Exercise instructions:
Find and copy each line of the records where the string "lines" shows up.

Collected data

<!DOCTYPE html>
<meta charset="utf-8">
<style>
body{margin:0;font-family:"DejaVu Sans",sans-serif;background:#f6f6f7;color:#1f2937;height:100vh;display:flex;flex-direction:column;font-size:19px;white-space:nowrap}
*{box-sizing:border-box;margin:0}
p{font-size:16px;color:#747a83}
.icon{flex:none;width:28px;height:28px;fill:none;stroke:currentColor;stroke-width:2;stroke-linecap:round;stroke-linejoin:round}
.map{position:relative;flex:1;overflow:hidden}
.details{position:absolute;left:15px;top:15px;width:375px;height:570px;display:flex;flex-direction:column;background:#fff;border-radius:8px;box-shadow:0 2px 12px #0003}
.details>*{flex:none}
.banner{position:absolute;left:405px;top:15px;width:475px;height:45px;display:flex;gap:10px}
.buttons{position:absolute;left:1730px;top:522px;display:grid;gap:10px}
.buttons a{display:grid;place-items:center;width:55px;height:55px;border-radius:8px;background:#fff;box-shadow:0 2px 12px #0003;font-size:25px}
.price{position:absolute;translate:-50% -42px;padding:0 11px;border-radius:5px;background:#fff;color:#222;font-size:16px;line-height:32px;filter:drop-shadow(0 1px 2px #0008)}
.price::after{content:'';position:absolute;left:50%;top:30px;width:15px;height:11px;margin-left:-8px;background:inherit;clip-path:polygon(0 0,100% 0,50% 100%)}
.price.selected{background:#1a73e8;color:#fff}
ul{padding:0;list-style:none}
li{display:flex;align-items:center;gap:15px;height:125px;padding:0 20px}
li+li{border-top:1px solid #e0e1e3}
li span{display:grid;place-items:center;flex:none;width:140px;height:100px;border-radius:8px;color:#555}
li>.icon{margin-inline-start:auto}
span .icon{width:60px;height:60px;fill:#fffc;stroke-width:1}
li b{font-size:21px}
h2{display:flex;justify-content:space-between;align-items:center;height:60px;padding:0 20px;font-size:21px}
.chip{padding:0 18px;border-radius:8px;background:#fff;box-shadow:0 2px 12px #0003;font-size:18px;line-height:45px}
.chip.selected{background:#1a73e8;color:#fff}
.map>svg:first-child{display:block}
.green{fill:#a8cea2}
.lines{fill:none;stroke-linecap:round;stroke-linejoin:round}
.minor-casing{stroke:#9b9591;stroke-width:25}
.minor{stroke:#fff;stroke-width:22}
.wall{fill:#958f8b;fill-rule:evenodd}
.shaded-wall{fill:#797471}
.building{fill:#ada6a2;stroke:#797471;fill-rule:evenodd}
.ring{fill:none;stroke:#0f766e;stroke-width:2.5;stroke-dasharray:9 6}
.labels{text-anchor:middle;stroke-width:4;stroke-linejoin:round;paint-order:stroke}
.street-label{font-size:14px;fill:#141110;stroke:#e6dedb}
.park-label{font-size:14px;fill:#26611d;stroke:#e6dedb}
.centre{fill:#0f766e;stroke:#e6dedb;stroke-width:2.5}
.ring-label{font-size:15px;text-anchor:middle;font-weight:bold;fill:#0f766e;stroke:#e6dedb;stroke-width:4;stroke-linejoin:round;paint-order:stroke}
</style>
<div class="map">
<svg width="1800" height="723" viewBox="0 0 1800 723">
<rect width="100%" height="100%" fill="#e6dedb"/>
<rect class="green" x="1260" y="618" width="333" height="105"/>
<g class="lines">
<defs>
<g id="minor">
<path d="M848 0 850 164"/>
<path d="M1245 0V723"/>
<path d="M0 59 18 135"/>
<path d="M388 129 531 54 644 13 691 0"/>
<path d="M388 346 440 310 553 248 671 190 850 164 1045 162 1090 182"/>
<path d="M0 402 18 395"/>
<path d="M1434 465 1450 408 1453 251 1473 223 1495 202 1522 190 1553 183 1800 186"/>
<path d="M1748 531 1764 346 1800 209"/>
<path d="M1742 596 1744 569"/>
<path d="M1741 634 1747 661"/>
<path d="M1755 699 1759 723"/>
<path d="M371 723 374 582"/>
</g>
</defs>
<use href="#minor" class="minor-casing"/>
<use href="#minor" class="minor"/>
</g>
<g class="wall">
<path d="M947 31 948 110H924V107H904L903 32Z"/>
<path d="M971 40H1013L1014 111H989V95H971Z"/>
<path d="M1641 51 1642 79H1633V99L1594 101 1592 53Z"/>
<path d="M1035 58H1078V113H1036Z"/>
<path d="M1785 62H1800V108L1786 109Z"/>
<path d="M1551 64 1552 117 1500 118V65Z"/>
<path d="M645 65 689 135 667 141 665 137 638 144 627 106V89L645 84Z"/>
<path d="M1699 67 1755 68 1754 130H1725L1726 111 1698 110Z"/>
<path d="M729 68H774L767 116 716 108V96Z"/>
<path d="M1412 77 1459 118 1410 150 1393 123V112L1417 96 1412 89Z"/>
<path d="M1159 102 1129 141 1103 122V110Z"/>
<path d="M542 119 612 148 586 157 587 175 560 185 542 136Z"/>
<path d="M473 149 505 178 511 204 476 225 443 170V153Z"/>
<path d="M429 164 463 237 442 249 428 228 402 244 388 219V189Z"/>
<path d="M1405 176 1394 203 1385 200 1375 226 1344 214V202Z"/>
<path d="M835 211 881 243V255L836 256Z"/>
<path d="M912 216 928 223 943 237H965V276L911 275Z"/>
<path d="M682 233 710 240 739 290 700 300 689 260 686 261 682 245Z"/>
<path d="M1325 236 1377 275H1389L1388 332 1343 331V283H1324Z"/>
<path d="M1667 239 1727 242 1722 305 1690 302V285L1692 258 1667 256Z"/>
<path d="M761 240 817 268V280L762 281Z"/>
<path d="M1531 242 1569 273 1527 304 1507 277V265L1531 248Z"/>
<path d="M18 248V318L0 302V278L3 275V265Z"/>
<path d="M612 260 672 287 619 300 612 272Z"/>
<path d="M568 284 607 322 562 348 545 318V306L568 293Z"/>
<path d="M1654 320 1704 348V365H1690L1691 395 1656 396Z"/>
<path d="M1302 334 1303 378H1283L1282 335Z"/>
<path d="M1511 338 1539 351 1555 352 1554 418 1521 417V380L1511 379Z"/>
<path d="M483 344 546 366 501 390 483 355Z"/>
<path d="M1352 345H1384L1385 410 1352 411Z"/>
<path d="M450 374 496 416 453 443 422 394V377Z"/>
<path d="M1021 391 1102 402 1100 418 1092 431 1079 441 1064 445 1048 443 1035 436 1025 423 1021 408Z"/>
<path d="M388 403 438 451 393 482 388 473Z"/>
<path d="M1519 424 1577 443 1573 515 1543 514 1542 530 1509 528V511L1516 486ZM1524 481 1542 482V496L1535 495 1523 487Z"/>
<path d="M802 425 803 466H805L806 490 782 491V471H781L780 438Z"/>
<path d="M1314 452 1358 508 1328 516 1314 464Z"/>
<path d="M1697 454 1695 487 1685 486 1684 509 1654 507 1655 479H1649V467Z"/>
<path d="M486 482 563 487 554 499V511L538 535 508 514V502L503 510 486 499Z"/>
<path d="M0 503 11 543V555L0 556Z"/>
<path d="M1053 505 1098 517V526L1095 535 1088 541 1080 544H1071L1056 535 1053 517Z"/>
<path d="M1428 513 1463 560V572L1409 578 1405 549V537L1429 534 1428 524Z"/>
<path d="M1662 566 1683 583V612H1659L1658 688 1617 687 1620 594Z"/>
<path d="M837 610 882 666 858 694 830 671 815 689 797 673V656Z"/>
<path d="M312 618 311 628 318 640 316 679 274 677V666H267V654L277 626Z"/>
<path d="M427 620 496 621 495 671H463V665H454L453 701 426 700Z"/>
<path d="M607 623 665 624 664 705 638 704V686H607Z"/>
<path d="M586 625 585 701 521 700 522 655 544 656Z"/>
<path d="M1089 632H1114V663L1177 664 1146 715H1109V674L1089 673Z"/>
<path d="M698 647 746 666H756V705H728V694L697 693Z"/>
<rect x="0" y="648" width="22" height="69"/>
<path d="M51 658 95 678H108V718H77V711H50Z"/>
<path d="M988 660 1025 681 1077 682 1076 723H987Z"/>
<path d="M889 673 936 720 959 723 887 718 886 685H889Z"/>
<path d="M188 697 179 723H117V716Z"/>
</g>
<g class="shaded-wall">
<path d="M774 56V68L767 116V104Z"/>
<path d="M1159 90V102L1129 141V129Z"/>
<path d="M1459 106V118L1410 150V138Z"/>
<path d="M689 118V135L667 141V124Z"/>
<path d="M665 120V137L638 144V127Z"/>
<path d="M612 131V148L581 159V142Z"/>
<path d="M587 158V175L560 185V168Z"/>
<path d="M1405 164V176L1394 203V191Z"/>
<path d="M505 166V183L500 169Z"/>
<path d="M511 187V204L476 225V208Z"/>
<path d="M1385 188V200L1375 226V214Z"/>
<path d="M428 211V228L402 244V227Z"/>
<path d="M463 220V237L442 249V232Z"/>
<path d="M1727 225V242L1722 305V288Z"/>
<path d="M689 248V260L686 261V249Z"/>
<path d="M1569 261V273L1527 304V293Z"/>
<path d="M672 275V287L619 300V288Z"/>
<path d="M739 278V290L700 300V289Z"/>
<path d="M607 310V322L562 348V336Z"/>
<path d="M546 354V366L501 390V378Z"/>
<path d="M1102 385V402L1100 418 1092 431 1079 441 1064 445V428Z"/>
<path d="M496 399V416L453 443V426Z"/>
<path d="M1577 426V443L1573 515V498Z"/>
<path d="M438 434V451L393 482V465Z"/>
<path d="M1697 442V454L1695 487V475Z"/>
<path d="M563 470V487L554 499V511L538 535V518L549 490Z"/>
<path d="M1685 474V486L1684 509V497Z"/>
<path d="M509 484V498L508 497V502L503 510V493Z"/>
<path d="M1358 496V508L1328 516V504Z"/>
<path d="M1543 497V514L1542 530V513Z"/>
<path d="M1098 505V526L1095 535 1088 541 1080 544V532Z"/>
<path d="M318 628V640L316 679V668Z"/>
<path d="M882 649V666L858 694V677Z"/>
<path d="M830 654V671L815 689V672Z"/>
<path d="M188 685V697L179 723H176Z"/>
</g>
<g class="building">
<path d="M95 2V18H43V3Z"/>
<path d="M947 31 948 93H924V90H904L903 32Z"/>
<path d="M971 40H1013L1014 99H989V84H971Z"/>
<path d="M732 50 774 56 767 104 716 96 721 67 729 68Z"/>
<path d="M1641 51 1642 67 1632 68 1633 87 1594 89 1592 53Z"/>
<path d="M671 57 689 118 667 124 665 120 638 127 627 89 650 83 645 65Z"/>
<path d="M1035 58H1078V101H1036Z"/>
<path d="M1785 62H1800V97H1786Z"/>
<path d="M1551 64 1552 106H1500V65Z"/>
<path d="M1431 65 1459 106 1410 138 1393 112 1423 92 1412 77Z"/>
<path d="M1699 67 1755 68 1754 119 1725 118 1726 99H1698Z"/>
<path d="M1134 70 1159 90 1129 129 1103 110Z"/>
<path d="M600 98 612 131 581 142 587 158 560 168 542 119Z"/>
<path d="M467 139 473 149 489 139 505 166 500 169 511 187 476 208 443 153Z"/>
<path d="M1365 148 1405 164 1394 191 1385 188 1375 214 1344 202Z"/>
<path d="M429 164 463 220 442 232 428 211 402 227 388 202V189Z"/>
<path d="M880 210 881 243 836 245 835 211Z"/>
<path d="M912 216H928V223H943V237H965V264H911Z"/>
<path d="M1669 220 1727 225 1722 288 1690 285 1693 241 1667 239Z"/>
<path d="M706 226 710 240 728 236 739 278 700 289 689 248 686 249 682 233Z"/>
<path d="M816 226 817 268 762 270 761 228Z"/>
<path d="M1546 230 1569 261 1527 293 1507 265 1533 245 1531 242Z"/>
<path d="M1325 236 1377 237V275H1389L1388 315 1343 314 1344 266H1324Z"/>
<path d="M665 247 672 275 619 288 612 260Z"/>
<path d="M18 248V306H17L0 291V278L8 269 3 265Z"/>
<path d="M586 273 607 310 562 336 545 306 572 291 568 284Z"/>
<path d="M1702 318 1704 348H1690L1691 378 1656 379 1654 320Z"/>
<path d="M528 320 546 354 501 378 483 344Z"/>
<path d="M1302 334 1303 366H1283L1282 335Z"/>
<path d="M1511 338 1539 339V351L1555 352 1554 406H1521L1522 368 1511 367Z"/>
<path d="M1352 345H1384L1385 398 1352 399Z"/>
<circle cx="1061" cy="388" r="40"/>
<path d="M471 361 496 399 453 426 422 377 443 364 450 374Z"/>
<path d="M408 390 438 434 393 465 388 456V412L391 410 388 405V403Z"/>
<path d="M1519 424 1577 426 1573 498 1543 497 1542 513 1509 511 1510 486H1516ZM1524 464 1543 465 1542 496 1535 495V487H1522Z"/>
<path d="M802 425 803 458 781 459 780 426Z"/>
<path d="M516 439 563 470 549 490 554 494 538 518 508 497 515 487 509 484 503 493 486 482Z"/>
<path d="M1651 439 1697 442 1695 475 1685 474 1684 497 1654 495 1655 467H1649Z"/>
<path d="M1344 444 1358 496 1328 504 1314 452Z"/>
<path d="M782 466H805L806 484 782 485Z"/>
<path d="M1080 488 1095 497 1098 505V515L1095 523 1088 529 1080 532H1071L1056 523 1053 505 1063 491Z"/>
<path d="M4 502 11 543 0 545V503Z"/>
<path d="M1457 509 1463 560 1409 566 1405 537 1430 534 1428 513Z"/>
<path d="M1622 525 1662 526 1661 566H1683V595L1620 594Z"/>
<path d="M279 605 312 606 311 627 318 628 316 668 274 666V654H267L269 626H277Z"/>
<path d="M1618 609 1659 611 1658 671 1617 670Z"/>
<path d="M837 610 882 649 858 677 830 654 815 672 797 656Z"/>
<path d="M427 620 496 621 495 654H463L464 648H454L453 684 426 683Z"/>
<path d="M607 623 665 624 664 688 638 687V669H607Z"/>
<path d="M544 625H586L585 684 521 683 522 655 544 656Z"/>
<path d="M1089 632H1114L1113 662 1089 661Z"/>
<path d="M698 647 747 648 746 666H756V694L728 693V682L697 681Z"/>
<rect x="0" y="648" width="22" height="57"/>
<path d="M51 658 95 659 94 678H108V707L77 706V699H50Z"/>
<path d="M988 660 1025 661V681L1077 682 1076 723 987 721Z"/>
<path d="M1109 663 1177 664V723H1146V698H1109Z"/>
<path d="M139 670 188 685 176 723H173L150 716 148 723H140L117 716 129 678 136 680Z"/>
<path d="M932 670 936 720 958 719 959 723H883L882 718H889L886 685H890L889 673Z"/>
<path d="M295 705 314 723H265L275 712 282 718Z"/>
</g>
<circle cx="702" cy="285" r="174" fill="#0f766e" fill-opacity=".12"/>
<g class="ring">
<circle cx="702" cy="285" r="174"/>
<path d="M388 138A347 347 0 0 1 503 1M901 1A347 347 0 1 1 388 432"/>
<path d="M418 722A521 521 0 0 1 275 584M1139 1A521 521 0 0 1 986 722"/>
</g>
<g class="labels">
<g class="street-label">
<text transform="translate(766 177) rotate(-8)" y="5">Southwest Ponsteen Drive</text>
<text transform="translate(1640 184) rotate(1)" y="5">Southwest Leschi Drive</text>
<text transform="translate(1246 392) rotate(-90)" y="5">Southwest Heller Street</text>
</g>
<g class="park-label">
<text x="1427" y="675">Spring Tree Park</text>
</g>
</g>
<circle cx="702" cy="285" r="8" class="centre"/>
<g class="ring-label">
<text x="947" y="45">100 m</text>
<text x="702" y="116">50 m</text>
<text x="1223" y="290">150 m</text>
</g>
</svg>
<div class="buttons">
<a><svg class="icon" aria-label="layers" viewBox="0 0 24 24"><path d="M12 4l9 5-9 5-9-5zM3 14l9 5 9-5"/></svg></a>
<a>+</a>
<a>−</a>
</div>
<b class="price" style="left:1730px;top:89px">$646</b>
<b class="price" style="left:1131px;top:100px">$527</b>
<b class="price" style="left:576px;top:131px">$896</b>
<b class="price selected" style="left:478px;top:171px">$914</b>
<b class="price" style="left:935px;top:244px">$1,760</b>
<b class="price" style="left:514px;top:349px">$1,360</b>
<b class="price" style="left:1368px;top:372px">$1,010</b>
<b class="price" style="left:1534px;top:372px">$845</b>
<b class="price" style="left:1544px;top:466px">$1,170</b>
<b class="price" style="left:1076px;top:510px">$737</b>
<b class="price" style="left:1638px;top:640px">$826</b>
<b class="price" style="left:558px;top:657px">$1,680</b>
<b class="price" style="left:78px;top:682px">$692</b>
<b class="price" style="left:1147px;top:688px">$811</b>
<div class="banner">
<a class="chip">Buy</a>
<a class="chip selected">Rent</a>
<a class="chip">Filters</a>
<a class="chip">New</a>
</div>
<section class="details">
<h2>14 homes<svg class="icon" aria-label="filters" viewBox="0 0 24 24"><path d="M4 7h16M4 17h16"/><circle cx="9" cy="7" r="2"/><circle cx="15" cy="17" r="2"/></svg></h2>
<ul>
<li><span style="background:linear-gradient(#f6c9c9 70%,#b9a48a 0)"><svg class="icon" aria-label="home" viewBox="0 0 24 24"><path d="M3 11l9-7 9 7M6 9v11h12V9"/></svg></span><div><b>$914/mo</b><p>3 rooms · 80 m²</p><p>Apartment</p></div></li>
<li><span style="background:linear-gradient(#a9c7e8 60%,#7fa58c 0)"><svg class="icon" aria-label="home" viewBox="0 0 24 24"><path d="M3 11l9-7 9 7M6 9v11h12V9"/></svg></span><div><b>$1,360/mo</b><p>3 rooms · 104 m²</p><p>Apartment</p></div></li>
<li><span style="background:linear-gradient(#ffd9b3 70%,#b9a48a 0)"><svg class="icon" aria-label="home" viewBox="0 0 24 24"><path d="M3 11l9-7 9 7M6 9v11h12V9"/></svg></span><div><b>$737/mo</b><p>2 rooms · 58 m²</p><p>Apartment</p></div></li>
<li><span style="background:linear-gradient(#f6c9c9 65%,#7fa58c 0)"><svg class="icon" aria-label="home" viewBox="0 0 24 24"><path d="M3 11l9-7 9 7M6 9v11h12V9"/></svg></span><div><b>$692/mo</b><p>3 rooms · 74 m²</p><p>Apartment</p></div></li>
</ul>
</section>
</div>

Answer space:
.lines{fill:none;stroke-linecap:round;stroke-linejoin:round}
<g class="lines">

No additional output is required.